WORK INSTRUCTION:
Can you set down, exactly as they appear below, the lines from the opening of the material through the one bearing "position:absolute; right:18px; bottom:18px;", minus the pictures?

DATA SUPPLIED:
++++++++

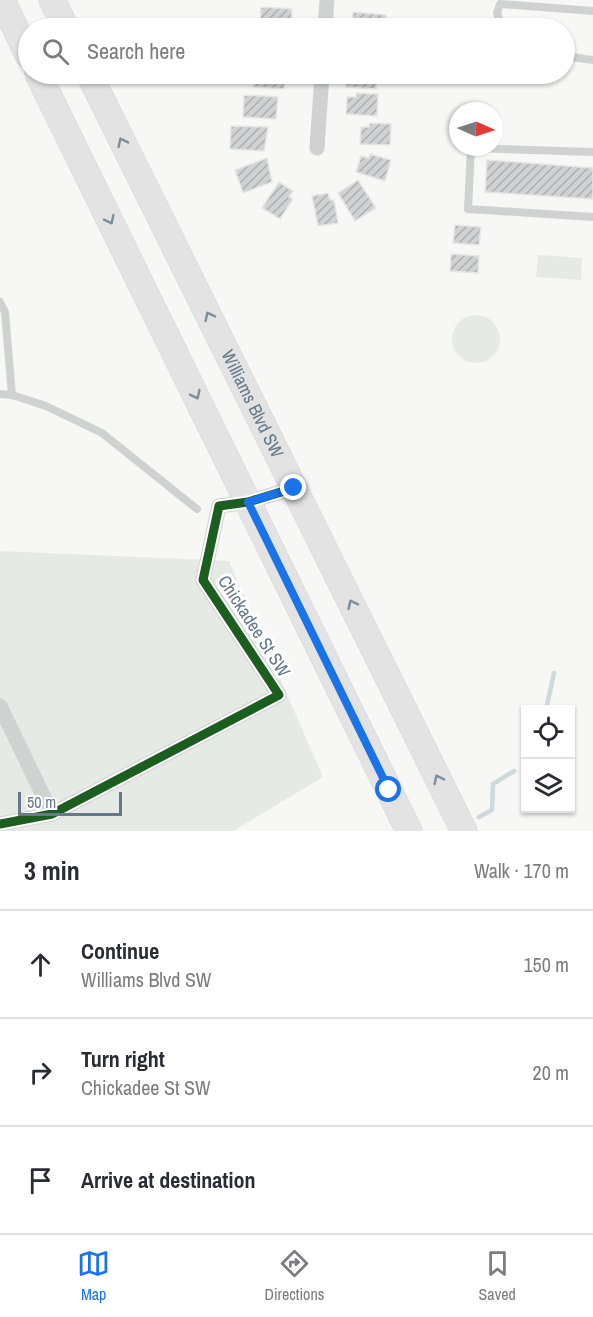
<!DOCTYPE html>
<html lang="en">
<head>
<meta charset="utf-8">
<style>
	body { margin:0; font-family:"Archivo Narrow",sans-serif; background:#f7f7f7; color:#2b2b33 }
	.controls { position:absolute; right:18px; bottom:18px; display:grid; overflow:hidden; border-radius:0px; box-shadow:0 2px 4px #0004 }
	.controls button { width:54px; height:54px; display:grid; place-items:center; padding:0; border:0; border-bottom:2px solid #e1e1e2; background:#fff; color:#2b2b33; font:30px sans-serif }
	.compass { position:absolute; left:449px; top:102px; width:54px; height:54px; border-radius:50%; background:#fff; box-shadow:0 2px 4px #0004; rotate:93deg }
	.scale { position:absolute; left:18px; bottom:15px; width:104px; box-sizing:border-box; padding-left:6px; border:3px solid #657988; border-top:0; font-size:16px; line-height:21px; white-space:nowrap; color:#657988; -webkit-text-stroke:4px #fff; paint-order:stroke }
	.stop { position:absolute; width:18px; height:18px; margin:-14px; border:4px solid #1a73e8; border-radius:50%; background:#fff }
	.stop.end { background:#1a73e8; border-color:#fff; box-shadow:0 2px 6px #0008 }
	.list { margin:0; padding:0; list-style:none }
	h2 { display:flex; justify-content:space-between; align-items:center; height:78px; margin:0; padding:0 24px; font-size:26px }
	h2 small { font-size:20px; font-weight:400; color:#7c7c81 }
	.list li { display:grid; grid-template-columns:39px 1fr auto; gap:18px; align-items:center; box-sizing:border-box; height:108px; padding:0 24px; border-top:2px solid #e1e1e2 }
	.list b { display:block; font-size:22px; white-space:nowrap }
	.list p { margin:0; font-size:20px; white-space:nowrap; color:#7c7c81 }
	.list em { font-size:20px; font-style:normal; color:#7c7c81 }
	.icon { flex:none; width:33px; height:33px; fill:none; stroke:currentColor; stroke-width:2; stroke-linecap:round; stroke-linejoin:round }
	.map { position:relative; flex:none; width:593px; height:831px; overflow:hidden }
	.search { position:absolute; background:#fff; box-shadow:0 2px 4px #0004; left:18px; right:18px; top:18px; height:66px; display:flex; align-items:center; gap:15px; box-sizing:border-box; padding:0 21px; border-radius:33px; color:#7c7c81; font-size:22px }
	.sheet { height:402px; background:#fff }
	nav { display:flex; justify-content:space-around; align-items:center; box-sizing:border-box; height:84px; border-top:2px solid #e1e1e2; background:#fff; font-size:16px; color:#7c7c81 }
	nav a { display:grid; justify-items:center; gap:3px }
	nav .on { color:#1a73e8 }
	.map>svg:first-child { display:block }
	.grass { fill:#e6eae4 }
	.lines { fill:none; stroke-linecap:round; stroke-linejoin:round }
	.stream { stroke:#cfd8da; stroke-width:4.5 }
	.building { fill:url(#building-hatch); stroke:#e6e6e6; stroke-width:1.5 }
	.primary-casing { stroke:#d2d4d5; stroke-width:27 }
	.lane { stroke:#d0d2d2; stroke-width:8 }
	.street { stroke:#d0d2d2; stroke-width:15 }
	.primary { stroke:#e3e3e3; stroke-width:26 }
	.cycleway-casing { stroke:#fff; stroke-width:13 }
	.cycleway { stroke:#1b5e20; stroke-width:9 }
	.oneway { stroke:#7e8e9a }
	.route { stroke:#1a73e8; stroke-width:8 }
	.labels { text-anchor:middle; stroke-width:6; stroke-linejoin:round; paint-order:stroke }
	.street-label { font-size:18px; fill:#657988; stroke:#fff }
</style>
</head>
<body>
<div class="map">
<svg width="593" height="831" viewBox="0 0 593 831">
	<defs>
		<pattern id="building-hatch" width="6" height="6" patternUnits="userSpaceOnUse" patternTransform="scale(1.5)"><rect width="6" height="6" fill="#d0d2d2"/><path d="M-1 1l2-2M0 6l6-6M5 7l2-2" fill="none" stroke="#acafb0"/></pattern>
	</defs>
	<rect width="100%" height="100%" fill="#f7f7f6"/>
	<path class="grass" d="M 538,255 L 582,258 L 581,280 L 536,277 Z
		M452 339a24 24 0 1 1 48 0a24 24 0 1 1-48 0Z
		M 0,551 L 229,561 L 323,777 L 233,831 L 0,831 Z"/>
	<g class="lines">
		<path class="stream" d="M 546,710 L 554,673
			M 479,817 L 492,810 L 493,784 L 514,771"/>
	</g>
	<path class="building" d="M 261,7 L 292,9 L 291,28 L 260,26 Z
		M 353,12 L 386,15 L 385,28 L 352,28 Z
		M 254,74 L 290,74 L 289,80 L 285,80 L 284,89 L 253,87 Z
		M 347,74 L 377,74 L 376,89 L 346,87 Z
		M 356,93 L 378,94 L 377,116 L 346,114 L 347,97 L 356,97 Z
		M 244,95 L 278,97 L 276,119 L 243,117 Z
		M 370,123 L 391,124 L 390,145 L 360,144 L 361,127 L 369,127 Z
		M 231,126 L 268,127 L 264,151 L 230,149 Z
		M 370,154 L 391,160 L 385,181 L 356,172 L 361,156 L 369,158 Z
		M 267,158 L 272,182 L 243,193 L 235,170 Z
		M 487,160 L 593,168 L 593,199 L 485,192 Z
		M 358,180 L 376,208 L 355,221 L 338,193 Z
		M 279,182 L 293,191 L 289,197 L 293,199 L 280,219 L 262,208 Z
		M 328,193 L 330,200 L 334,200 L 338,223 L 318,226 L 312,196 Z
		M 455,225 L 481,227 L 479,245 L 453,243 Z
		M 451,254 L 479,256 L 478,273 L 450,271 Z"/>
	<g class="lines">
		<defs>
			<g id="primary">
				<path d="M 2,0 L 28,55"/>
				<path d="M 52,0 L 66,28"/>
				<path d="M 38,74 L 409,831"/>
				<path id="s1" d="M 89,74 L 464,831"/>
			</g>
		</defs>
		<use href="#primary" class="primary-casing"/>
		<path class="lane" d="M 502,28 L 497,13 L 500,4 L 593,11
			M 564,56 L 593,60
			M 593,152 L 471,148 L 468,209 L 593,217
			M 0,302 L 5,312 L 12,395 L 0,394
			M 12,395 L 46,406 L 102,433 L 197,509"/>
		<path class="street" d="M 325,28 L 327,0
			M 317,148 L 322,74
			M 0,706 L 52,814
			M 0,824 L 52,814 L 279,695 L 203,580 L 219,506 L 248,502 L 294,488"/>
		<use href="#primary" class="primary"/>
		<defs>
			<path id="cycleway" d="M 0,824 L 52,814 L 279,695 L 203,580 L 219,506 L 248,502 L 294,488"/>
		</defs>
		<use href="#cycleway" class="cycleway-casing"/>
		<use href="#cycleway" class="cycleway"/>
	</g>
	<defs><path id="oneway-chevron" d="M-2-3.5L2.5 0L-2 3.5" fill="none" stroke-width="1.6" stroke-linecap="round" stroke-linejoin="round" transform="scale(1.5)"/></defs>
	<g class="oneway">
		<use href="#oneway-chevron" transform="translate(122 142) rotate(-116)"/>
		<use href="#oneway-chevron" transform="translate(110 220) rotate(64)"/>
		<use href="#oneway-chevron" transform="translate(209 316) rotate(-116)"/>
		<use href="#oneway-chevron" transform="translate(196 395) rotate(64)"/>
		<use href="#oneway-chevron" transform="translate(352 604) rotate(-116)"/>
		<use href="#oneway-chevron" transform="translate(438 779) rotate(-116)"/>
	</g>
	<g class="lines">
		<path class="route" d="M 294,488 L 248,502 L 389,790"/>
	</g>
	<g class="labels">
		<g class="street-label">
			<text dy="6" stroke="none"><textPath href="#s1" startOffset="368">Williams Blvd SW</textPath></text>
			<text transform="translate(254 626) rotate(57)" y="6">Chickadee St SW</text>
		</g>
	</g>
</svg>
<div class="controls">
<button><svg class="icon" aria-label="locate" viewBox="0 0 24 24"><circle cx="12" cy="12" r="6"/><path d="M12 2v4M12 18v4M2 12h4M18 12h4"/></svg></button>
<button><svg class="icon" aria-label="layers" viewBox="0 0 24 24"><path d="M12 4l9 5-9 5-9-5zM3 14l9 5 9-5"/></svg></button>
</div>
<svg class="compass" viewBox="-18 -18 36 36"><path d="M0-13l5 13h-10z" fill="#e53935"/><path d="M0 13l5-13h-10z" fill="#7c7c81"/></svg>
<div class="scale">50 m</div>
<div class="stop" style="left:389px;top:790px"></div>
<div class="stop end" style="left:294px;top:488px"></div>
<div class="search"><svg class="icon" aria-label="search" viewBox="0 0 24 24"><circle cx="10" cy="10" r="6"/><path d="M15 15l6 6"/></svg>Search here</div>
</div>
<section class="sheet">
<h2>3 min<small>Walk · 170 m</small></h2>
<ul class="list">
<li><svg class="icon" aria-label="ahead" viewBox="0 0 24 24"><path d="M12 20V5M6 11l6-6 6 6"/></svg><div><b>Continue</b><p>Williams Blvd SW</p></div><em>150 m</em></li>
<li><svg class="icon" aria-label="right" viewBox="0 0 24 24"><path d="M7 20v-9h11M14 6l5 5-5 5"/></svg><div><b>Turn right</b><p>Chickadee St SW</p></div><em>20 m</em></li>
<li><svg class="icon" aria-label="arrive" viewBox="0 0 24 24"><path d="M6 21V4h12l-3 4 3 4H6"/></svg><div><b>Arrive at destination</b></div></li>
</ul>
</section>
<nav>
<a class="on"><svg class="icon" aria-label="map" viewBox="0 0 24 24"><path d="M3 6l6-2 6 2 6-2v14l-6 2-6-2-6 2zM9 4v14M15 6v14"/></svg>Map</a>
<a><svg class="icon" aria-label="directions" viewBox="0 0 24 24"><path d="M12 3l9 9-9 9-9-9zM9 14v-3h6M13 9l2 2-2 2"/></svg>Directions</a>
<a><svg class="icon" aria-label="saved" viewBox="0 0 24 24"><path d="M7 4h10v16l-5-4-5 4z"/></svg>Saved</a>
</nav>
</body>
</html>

++++++++

FINISHED TASK:
<!DOCTYPE html>
<html lang="en">
<head>
<meta charset="utf-8">
<style>
	body { margin:0; font-family:"Archivo Narrow",sans-serif; background:#f7f7f7; color:#2b2b33 }
	.controls { position:absolute; right:18px; bottom:18px; display:grid; overflow:hidden; border-radius:0px; box-shadow:0 2px 4px #0004 }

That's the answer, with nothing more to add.